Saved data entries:
********

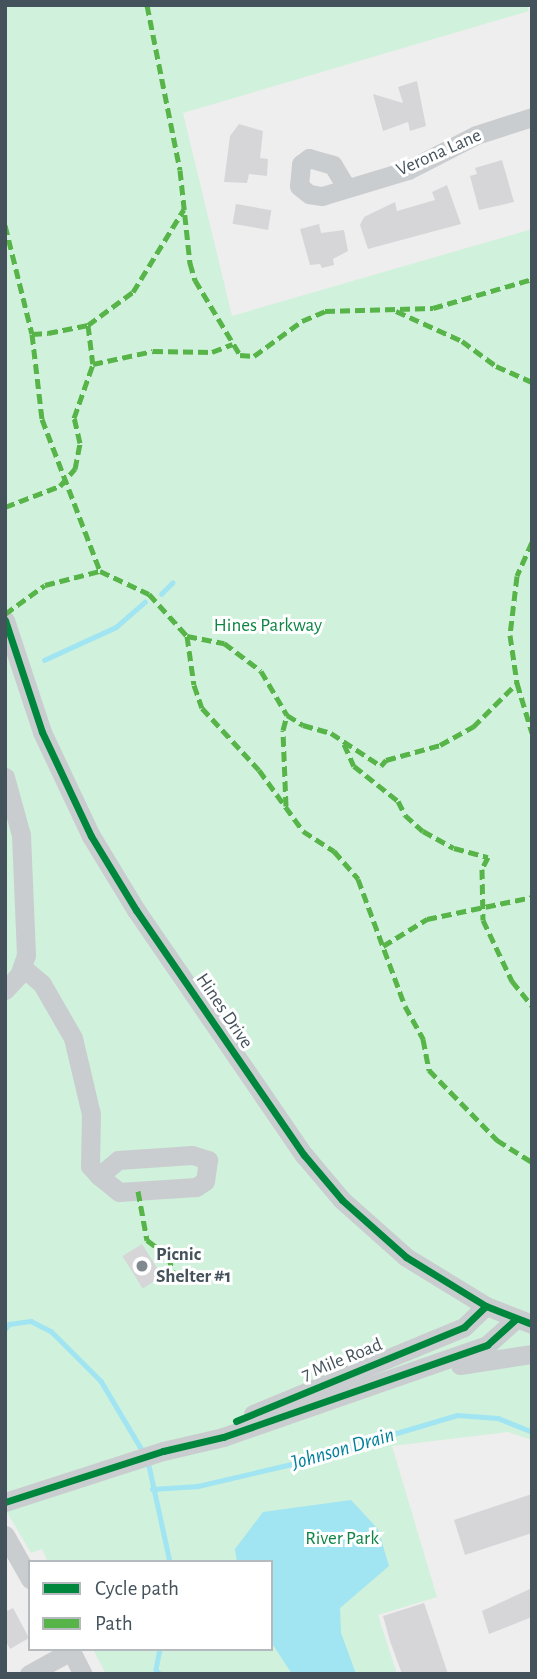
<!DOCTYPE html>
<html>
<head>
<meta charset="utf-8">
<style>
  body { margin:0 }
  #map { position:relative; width:537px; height:1679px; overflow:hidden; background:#efeeee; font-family:"Alegreya Sans",sans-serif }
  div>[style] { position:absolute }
  .green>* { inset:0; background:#d0f1db }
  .water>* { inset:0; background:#a1e4f2 }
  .stream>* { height:4.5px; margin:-2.25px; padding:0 2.25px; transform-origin:2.25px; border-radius:2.25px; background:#a1e4f2 }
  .building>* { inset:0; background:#d6d6d9; transform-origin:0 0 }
  .minor>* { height:19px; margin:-9.5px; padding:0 9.5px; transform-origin:9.5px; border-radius:9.5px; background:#cacdcf }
  .quiet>* { height:5px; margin-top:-2.5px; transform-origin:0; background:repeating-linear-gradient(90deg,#57b448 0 10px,transparent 0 15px) }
  .cycleway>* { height:7px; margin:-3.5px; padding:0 3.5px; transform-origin:3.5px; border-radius:3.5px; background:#00873e }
  .dots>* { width:19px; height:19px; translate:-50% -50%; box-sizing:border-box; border:4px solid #fff; border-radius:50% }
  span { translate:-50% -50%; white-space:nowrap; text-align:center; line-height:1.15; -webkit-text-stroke:6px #fff; paint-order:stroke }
  .street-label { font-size:19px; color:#44525c }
  .park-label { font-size:19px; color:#0e8545 }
  .poi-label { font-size:19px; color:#44525c; font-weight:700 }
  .left { translate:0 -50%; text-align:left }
  .water-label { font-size:21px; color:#03809b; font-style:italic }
  .frame { position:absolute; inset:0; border:7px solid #44525c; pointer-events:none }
  .legend { position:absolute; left:28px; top:1560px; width:245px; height:91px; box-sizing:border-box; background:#fff; border:2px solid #b4babe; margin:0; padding:9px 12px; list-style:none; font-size:21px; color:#44525c }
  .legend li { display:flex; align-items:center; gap:14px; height:35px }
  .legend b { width:35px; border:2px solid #b4babe }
</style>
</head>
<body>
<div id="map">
  <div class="green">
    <div style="clip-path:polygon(5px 5px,527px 5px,529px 11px,183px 113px,232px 316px,532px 229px,532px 1440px,508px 1432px,392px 1446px,437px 1597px,378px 1615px,397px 1674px,106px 1674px,93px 1649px,271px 1649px,271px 1562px,48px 1562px,42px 1549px,31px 1553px,5px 1509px)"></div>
  </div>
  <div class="water">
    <div style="clip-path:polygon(351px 1500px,378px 1529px,389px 1566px,340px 1608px,341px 1633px,356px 1674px,292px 1674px,271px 1642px,271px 1562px,237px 1562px,235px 1549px,263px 1512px)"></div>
  </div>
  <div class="stream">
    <div style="left:161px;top:594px;width:16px;rotate:-45deg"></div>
    <div style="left:44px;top:660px;width:79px;rotate:-24.6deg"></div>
    <div style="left:116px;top:627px;width:38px;rotate:-41deg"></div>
    <div style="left:5px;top:1329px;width:6px;rotate:-51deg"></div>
    <div style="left:9px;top:1324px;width:22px;rotate:-8deg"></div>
    <div style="left:31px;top:1321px;width:22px;rotate:27deg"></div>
    <div style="left:51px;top:1331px;width:71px;rotate:45deg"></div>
    <div style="left:101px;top:1381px;width:84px;rotate:59.2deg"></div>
    <div style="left:148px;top:1461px;width:103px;rotate:77.7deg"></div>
    <div style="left:152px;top:1489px;width:46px;rotate:-3.7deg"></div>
    <div style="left:198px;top:1486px;width:97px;rotate:-13.2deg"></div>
    <div style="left:292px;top:1464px;width:172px;rotate:-16.5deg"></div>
    <div style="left:457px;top:1415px;width:41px;rotate:4.2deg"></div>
    <div style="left:498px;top:1418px;width:37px;rotate:22deg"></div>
    <div style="left:160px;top:1649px;width:21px;rotate:101deg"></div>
    <div style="left:156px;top:1670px;width:6px;rotate:45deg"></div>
  </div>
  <div class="building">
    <div style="clip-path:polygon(417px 81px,426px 126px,410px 131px,408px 122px,383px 131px,373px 94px,403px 103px,398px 87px)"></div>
    <div style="clip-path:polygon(239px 124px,263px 131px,260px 158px,268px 159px,267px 176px,249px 174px,247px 183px,224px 182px,230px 136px)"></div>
    <div style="clip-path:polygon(502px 160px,514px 202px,479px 210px,470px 176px,477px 174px,475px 168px)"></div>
    <div style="clip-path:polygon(447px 185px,461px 224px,368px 249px,360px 225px,364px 217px,395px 202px,397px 211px,435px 200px,432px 192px)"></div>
    <div style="left:236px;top:204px;width:36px;height:20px;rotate:10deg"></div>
    <div style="clip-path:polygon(319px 224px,321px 233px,344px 230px,348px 251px,333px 259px,334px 265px,322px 268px,320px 264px,310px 265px,300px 229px)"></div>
    <div style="left:142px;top:1244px;width:38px;height:23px;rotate:58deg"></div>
    <div style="clip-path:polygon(532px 1494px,532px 1533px,465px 1555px,454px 1520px)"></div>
    <div style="clip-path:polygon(530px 1589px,532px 1617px,489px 1634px,482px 1611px)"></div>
    <div style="clip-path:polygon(424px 1603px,433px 1629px,448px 1674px,402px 1674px,390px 1641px,383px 1616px)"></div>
    <div style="clip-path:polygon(13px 1608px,29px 1638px,10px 1649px,5px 1640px,5px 1612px)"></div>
  </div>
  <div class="minor">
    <div style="left:346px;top:187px;width:26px;rotate:-121deg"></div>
    <div style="left:333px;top:165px;width:25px;rotate:-164deg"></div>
    <div style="left:309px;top:158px;width:10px;rotate:143deg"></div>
    <div style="left:301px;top:164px;width:22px;rotate:95deg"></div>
    <div style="left:299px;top:186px;width:13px;rotate:39deg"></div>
    <div style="left:309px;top:194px;width:13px;rotate:9deg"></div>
    <div style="left:322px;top:196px;width:90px;rotate:-16.8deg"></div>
    <div style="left:408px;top:170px;width:76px;rotate:-27.2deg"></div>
    <div style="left:476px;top:135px;width:59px;rotate:-17.8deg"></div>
    <div style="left:5px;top:620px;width:118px;rotate:71.7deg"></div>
    <div style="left:42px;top:732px;width:115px;rotate:64.8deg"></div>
    <div style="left:91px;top:836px;width:87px;rotate:58.7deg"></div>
    <div style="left:136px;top:910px;width:297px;rotate:55.6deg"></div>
    <div style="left:304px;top:1155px;width:59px;rotate:49.8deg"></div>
    <div style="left:342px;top:1200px;width:86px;rotate:41.7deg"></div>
    <div style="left:406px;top:1257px;width:94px;rotate:31.5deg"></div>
    <div style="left:486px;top:1306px;width:49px;rotate:21.4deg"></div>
    <div style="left:5px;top:777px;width:60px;rotate:74.6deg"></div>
    <div style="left:21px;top:835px;width:120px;rotate:87.6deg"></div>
    <div style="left:26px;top:955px;width:21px;rotate:109deg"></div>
    <div style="left:19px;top:975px;width:21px;rotate:133deg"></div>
    <div style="left:22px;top:967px;width:26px;rotate:40deg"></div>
    <div style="left:42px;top:984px;width:62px;rotate:60.1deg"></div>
    <div style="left:73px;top:1038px;width:78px;rotate:76.7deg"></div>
    <div style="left:91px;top:1114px;width:52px;rotate:91.1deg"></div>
    <div style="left:90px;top:1166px;width:13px;rotate:48deg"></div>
    <div style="left:192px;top:1155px;width:17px;rotate:17deg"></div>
    <div style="left:208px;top:1160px;width:21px;rotate:98deg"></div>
    <div style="left:205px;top:1181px;width:11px;rotate:146deg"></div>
    <div style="left:196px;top:1187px;width:77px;rotate:176.3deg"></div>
    <div style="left:119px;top:1192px;width:26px;rotate:-141deg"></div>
    <div style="left:99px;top:1176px;width:25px;rotate:-40deg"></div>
    <div style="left:118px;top:1160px;width:74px;rotate:-3.9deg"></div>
    <div style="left:460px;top:1365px;width:73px;rotate:-8.7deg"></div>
    <div style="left:253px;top:1414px;width:228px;rotate:-22.4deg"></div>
    <div style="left:464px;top:1327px;width:30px;rotate:-44deg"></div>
    <div style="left:5px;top:1502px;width:166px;rotate:-17.9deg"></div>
    <div style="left:163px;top:1451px;width:62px;rotate:-13.1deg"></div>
    <div style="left:223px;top:1437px;width:280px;rotate:-19.2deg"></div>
    <div style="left:487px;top:1345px;width:39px;rotate:-42deg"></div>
    <div style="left:5px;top:1535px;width:51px;rotate:60.4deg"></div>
    <div style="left:70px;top:1649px;width:28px;rotate:63deg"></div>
    <div style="left:29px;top:1674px;width:48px;rotate:-28.7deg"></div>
  </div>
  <div class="quiet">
    <div style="left:147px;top:5px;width:168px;rotate:78.7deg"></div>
    <div style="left:180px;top:170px;width:94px;rotate:83.9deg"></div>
    <div style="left:190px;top:263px;width:18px;rotate:74deg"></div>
    <div style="left:195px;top:280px;width:87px;rotate:59deg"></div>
    <div style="left:240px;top:355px;width:14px;rotate:4deg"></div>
    <div style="left:254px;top:356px;width:59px;rotate:-36.1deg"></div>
    <div style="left:302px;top:321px;width:25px;rotate:-23deg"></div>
    <div style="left:325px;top:311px;width:108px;rotate:-1.6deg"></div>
    <div style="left:433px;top:308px;width:103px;rotate:-16.3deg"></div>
    <div style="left:5px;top:225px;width:112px;rotate:76.1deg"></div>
    <div style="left:32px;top:334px;width:16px;rotate:-4deg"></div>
    <div style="left:48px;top:333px;width:41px;rotate:-11.3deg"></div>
    <div style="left:88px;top:325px;width:56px;rotate:-36.3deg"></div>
    <div style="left:133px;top:292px;width:97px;rotate:-58.4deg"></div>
    <div style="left:396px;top:311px;width:72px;rotate:24.4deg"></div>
    <div style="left:462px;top:341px;width:42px;rotate:36.3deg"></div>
    <div style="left:496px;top:366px;width:39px;rotate:24deg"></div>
    <div style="left:88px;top:325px;width:39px;rotate:83deg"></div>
    <div style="left:32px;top:334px;width:86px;rotate:83.3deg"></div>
    <div style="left:42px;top:419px;width:163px;rotate:69.1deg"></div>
    <div style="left:5px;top:507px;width:59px;rotate:-20.9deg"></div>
    <div style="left:60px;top:486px;width:23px;rotate:-49deg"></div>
    <div style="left:75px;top:469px;width:26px;rotate:-79deg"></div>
    <div style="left:80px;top:443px;width:26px;rotate:-103deg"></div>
    <div style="left:74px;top:418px;width:57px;rotate:-70.6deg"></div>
    <div style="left:93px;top:364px;width:61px;rotate:-12.2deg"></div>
    <div style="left:153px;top:351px;width:59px;rotate:1deg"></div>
    <div style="left:212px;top:352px;width:22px;rotate:-21deg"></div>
    <div style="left:532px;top:542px;width:37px;rotate:114deg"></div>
    <div style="left:517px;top:576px;width:59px;rotate:96.8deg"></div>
    <div style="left:510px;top:635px;width:49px;rotate:81.7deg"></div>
    <div style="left:517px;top:683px;width:52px;rotate:73.3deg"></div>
    <div style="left:5px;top:614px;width:49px;rotate:-35.9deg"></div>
    <div style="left:45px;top:585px;width:57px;rotate:-14.3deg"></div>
    <div style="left:100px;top:571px;width:54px;rotate:25.1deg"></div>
    <div style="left:149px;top:594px;width:57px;rotate:47.9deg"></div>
    <div style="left:187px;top:636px;width:38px;rotate:11deg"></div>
    <div style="left:224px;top:643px;width:46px;rotate:37.1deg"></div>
    <div style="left:261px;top:671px;width:51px;rotate:59.4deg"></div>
    <div style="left:287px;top:715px;width:19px;rotate:32deg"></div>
    <div style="left:303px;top:725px;width:29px;rotate:16deg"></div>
    <div style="left:331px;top:733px;width:60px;rotate:33.4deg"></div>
    <div style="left:381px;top:766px;width:8px;rotate:-50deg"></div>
    <div style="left:386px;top:760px;width:56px;rotate:-15.5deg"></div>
    <div style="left:440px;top:745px;width:38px;rotate:-29deg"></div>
    <div style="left:473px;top:727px;width:62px;rotate:-45deg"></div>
    <div style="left:187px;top:636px;width:49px;rotate:81.9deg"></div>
    <div style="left:194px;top:685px;width:24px;rotate:71deg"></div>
    <div style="left:202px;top:708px;width:84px;rotate:47.4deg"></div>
    <div style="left:259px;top:770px;width:75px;rotate:54.2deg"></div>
    <div style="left:303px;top:831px;width:37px;rotate:33deg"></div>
    <div style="left:334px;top:851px;width:37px;rotate:49deg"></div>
    <div style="left:358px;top:879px;width:135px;rotate:69.7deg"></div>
    <div style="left:405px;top:1006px;width:38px;rotate:61deg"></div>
    <div style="left:423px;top:1039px;width:32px;rotate:79deg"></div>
    <div style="left:429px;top:1070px;width:98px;rotate:45.8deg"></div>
    <div style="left:497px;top:1140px;width:41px;rotate:32.2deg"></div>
    <div style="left:344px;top:744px;width:24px;rotate:66deg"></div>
    <div style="left:354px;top:766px;width:56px;rotate:38.5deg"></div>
    <div style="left:398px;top:801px;width:16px;rotate:63deg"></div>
    <div style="left:405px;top:815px;width:24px;rotate:42deg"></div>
    <div style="left:423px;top:831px;width:35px;rotate:29deg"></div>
    <div style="left:454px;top:848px;width:35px;rotate:15deg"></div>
    <div style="left:488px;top:857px;width:13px;rotate:117deg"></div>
    <div style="left:482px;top:869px;width:51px;rotate:88.9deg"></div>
    <div style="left:483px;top:920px;width:68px;rotate:64.6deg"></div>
    <div style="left:512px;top:981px;width:32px;rotate:51deg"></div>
    <div style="left:286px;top:806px;width:76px;rotate:-92.3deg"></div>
    <div style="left:283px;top:730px;width:16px;rotate:-75deg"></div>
    <div style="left:383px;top:946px;width:52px;rotate:-31.5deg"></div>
    <div style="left:427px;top:919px;width:107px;rotate:-11.8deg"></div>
    <div style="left:138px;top:1191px;width:50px;rotate:79.6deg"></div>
    <div style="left:147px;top:1240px;width:26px;rotate:37deg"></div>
    <div style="left:168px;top:1256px;width:23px;rotate:72deg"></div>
  </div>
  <div class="cycleway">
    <div style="left:5px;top:620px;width:118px;rotate:71.7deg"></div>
    <div style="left:42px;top:732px;width:115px;rotate:64.8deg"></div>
    <div style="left:91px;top:836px;width:87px;rotate:58.7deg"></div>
    <div style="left:136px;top:910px;width:297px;rotate:55.6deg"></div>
    <div style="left:304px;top:1155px;width:59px;rotate:49.8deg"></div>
    <div style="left:342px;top:1200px;width:86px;rotate:41.7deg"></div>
    <div style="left:406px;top:1257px;width:94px;rotate:31.5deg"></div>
    <div style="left:486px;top:1306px;width:49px;rotate:21.4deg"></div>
    <div style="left:236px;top:1421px;width:247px;rotate:-22.4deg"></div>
    <div style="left:464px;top:1327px;width:30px;rotate:-44deg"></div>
    <div style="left:5px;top:1502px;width:166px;rotate:-17.9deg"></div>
    <div style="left:163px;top:1451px;width:62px;rotate:-13.1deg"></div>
    <div style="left:223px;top:1437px;width:280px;rotate:-19.2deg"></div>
    <div style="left:487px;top:1345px;width:39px;rotate:-42deg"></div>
  </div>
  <div class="dots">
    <div style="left:142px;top:1266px;background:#80898f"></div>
  </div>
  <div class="street-label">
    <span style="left:439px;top:153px;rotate:-24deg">Verona Lane</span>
    <span style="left:224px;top:1011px;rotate:56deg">Hines Drive</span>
    <span style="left:342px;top:1360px;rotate:-22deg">7 Mile Road</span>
  </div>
  <div class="park-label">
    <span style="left:268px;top:626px">Hines Parkway</span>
    <span style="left:342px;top:1539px">River Park</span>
  </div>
  <div class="poi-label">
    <span class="left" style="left:156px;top:1266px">Picnic<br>Shelter #1</span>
  </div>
  <div class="water-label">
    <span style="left:343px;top:1449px;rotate:-16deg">Johnson Drain</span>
  </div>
  <div class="frame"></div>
  <ul class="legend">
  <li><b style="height:9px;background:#00873e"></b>Cycle path</li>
  <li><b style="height:9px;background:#57b448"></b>Path</li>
  </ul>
</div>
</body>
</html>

********

Exercise details:
Tell how many lines in the data contain the word "stream", answering with that number and no other text.

Written solution:
2